We left the Denali Princess Wilderness Lodge and headed for Fairbanks. We stopped at a small town called Nenana on the way. Our bus driver mentioned that there was a snack bar and a gift shop because it was against the law for a tour bus to stop somewhere without a gift shop!
I don't follow the Iditarod, but this town was a checkpoint for several races...
Nenana holds an Ice Classic and takes bets on when the ice in the river will thaw. This tripod is frozen in the river and attached to a timeclock. When the ice breaks up, the tripod moves and stops the timeclock. They gets thousands of bets each year, and last years winner won over $300,000 dollars!
We finally made it to Fairbanks, ate lunch and then boarded a paddle boat for a cruise/tour. Although it was showy, it was fun and educational!
They had a float plane take off and land near our boat so we could see it in action. Most everyone in Alaska has a plane because that is the easiest and quickest way to get places. They will add skis to it in the winter time to land on snow.
We stopped at an iditarod kennel to watch the dogs run a little. Again, they don't like the weather right now, so they only ran a short distance for us.
After their run, they cooled off in the very cold water!

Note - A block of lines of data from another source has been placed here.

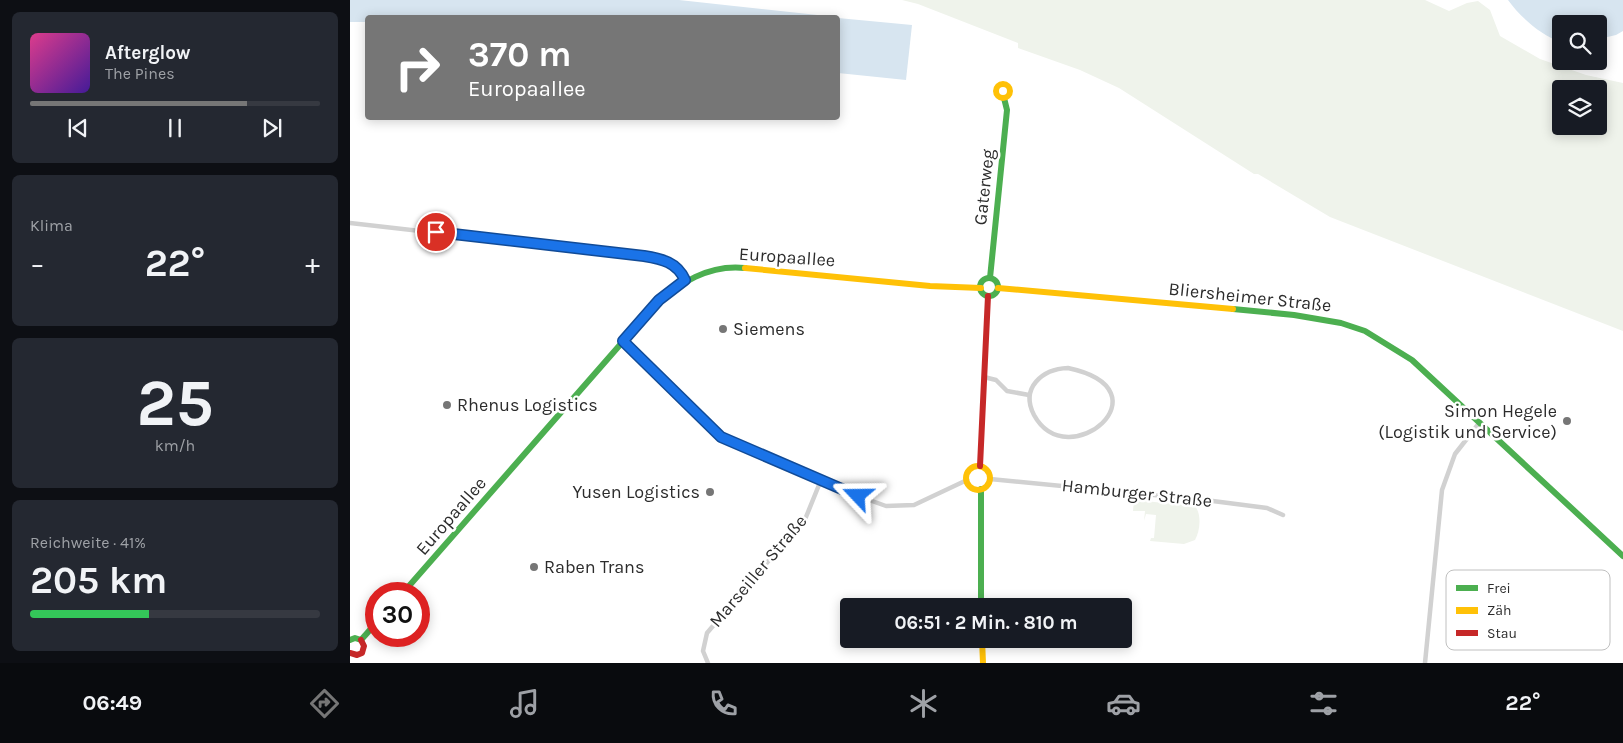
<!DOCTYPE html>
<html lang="de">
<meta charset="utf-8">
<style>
body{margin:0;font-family:Karla,sans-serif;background:#242831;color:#f1f3f6;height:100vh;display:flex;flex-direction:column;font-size:19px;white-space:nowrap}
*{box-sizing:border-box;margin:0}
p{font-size:16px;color:#9ea1a6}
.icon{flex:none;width:28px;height:28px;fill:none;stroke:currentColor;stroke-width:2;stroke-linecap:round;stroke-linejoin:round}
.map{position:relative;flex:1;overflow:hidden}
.panel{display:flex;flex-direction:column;gap:12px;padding:12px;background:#0d0f14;width:350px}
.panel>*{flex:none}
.guide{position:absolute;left:15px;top:15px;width:475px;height:105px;border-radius:5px;box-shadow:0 2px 12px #0003;background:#767676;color:#fff;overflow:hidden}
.fabs{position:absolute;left:1202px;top:15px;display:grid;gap:10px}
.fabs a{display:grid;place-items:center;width:55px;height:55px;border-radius:5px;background:#171b24;box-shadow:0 2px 12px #0003;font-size:25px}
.speed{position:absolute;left:15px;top:582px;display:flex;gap:10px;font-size:25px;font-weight:700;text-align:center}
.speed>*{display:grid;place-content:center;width:65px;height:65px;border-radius:50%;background:#171b24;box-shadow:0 2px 12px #0003;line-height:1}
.speed .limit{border:8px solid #d22;background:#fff;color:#111}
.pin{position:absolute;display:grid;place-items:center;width:42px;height:42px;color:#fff;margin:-21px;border:2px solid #fff;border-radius:50%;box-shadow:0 1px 5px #0007}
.me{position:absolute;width:55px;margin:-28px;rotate:293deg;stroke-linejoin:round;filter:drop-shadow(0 0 4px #0008)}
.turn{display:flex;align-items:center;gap:18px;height:105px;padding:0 20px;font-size:22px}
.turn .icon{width:65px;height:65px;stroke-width:2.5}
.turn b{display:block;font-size:35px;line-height:42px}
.big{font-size:38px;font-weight:700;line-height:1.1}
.panel .widget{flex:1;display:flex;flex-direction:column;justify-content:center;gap:8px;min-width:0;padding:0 18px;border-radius:8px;background:#242831}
.panel .dial{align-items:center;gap:0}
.dial b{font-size:65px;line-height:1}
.song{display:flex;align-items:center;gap:15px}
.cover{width:60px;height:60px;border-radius:8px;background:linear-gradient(135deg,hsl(330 70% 55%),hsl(260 70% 35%))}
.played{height:5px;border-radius:2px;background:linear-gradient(90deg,#767676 75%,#363941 75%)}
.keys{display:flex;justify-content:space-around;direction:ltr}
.heat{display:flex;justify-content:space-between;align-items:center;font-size:28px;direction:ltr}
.charge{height:8px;border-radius:4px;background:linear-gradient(90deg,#34c759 41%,#363941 0)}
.trip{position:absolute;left:490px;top:598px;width:292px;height:50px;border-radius:5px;background:#171b24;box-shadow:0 2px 12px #0003;font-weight:700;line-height:50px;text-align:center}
.menu{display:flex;height:80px;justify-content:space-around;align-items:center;background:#090b0e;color:#9ea1a6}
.menu .icon{width:35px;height:35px}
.menu .current{color:#767676}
.menu b{font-size:22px;color:#f1f3f6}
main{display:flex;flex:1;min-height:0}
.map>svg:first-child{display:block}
.green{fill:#eff3eb;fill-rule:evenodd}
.water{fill:#d7e5f0}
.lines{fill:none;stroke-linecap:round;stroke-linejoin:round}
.street{stroke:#d1d1d1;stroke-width:4.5}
.fast{stroke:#4caf50;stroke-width:6}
.slow{stroke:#ffc107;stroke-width:6}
.jam{stroke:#c62828;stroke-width:6}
.route-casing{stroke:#114b97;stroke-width:12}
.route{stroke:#1a73e8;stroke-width:9}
.poi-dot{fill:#767676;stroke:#fff;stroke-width:2}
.labels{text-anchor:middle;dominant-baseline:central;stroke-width:5;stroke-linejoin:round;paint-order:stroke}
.street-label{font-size:18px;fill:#2c2c2c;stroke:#fff}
.poi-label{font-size:18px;fill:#2c2c2c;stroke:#fff;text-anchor:start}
.key{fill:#fff;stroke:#c0c0c0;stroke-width:1}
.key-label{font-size:14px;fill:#2c2c2c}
</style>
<main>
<section class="panel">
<div class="widget">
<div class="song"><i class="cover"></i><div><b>Afterglow</b><p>The Pines</p></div></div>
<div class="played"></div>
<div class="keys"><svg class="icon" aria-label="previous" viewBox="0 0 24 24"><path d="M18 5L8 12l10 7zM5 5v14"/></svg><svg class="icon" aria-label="pause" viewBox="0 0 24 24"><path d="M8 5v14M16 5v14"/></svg><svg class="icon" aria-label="next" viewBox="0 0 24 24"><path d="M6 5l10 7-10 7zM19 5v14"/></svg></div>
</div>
<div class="widget"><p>Klima</p>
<div class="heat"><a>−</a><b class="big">22°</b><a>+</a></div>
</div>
<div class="widget dial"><b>25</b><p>km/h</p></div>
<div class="widget"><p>Reichweite · 41%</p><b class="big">205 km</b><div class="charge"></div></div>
</section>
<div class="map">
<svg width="1273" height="663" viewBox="0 0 1273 663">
<rect width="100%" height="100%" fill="#fff"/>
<!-- green -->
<g class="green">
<path d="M552 0H1075L1099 11 1117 3 1128 1 1140 10 1150 36 1190 59 1236 75 1273 83V331L980 217 908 174H904L769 88 730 70 668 48V43L568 4ZM1211 89H1249V126H1211Z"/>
<path d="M784 500 845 506C852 515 850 531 845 540L834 544 800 541 801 538H804L806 515 796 514 794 521 795 511H783Z"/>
</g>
<!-- water -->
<g class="water">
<path d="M0 0H329L486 17 18 18 17 22H0Z"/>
<path d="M1158 0H1273V31L1266 35 1249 39V24H1211L1210 42C1191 35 1170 17 1158 0Z"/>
<path d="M488 18 562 25 556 80 488 73Z"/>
</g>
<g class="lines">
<!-- street -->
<g class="street">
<path d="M0 223 307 258C320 262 329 267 335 280"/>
<path d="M273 341 371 437 508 496 536 506 564 505 617 480"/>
<path d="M718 368C821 390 718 477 684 415 670 388 692 369 718 368Z"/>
<path d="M634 377 646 380 657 391 679 395"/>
<path d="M640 479 855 500 917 508 933 515"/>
<path d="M358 663 353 651 357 633 456 517 471 480"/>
<path d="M1075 663 1092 490 1105 454 1130 422"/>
</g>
<!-- fast -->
<g class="fast">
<path d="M640 278 657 110 654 98"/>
<circle cx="639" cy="287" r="9"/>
<path d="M883 309 944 315 991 323 1015 331 1062 360 1273 556"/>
<path d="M631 489V606"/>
<path d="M52 594 304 306C329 283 359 264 395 268"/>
<path d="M0 640 5 638 11 640"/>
<path d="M11 640 26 623"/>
</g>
<!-- slow -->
<g class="slow">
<circle cx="653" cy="91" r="7"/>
<path d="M395 268 580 286 631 288"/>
<path d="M648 288 883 309"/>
<circle cx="628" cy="478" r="12"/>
<path d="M632 639 633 663"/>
</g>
<!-- jam -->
<g class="jam">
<path d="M630 466 638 296"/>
<path d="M0 653 7 655 12 653 14 646 11 640"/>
</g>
</g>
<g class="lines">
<defs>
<path id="route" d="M86 232 294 256C312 259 327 262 335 280L309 300 273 341 371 437 508 496"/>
</defs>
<!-- route casing -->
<use href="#route" class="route-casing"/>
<!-- route -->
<use href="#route" class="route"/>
</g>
<!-- markers -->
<g class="poi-dot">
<circle cx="373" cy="329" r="5"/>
<circle cx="97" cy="405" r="5"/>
<circle cx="1217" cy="421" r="5"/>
<circle cx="360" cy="492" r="5"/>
<circle cx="184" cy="567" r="5"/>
</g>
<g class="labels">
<!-- street labels -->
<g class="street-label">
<text transform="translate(634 187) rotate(-84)">Gaterweg</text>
<text transform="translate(437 257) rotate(4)">Europaallee</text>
<text transform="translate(900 297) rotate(6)">Bliersheimer Straße</text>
<text transform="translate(787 493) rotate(6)">Hamburger Straße</text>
<text transform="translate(101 516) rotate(-49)">Europaallee</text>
<text transform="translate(408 571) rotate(-50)">Marseiller Straße</text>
</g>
<!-- poi labels -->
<g class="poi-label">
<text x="383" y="329">Siemens</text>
<text x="107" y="405">Rhenus Logistics</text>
<text x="1207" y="411" text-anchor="end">Simon Hegele<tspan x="1207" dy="21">(Logistik und Service)</tspan></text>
<text x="350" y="492" text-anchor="end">Yusen Logistics</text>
<text x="194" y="567">Raben Trans</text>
</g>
</g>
<!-- legend -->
<rect x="1096" y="570" width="164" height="80" rx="8" class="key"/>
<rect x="1106" y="585" width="22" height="6" fill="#4caf50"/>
<rect x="1106" y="607" width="22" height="7" fill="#ffc107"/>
<rect x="1106" y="630" width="22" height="6" fill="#c62828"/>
<g class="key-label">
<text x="1137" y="593">Frei</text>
<text x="1137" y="615">Zäh</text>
<text x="1137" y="638">Stau</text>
</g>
</svg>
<div class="fabs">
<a><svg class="icon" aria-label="search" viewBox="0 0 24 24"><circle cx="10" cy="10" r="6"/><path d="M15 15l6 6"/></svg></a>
<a><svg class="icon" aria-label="layers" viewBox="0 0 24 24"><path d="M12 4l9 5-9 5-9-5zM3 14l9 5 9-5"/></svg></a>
</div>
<div class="speed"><div class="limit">30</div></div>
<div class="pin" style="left:86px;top:232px;background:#d93025"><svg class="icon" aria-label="arrive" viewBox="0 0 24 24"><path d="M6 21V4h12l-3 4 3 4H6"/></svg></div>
<svg class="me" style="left:508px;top:496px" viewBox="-20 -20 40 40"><path d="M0-17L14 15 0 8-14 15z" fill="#1a73e8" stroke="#fff" stroke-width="4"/></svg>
<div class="trip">06:51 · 2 Min. · 810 m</div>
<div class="guide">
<div class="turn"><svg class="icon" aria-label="right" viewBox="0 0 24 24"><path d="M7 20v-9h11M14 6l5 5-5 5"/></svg><div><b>370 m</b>Europaallee</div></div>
</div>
</div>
</main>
<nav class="menu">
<b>06:49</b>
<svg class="icon current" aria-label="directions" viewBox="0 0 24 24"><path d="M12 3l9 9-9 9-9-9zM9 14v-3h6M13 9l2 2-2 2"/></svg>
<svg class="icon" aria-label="music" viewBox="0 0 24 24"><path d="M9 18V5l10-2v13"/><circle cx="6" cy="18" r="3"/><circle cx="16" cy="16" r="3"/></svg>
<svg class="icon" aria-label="phone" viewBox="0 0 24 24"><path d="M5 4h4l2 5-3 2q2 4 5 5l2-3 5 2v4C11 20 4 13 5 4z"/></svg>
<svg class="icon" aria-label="climate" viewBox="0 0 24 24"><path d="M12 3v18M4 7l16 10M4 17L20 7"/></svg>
<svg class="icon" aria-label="car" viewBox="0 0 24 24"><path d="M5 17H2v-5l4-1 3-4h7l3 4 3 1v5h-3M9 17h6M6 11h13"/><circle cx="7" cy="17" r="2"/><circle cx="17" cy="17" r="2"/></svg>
<svg class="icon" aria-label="filters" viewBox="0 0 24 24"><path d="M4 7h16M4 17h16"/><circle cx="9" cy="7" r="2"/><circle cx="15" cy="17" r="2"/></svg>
<b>22°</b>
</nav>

Next we learned more about the Athabaskan way of life. Here a lady is catching and cleaning salmon for drying.
This is our paddle boat...
This is a reindeer. Athabaskans would have reindeer in their villages to provide transportation, meat and furs. This reindeer still has the velvet on its antlers. Antlers are shed each year and grow back larger. The velvet is a skin that covers the antlers while they grow, providing nourishment. Once the antlers are full grown, the skin will be shed.
An Athabaskan dress coat made of fur
We met Susan Butcher's husband and bought copies of the book Granite which he signed. Granite was an iditarod dog and champion.
That night, our hotel called and said the Northern Lights were visible, so we all went down to see them. The photos don't do them justice. It would have been nice if we could have gone somewhere really dark to see them, but we were in the parking lot of the hotel, so there were lights on. It was still a wonderful experience!
The next day, our flight wasn't until 9:45 pm, so we had another whole day. I booked us a tour of the city. We started off going to a migration field to see some birds. The guide said during the main migration season, the field is filled with birds of all types! I am not sure what these are...
Here are some Canadian Geese...
We went to North Pole, Alaska to meet Santa Claus. We also saw his reindeer and shopped for Christmas ornaments. The town embraced their Christmas theme and even the McDonalds had candy stripe poles! For their senior project, the kids at the high school, respond to the letters written to Santa each year!
We went to a couple of museums and then to the Pipeline. This was my favorite part of the day. The pipeline is an engineering marvel, and so many obstacles needed to be addressed for it to work.
The pipe is sitting on a support, but the support is not attached to the "H" . The pipe can slide side to side and can bounce when earthquakes hit. The "H" has a cooling system inside so the hot oil in the pipeline won't melt the permafrost under the ground.
When the pipeline goes under ground, it was a different cooling system to protect the permafrost. The pipeline is flown over every day and inspected. They also clean it out regularly to keep sludge for forming. The pipeline is large enough for a person to enter, crouched down, of course!
There you have it...our trip to Alaska! There are so many things I would like to go back and see again, and some new places I learned about on this trip and would like to visit.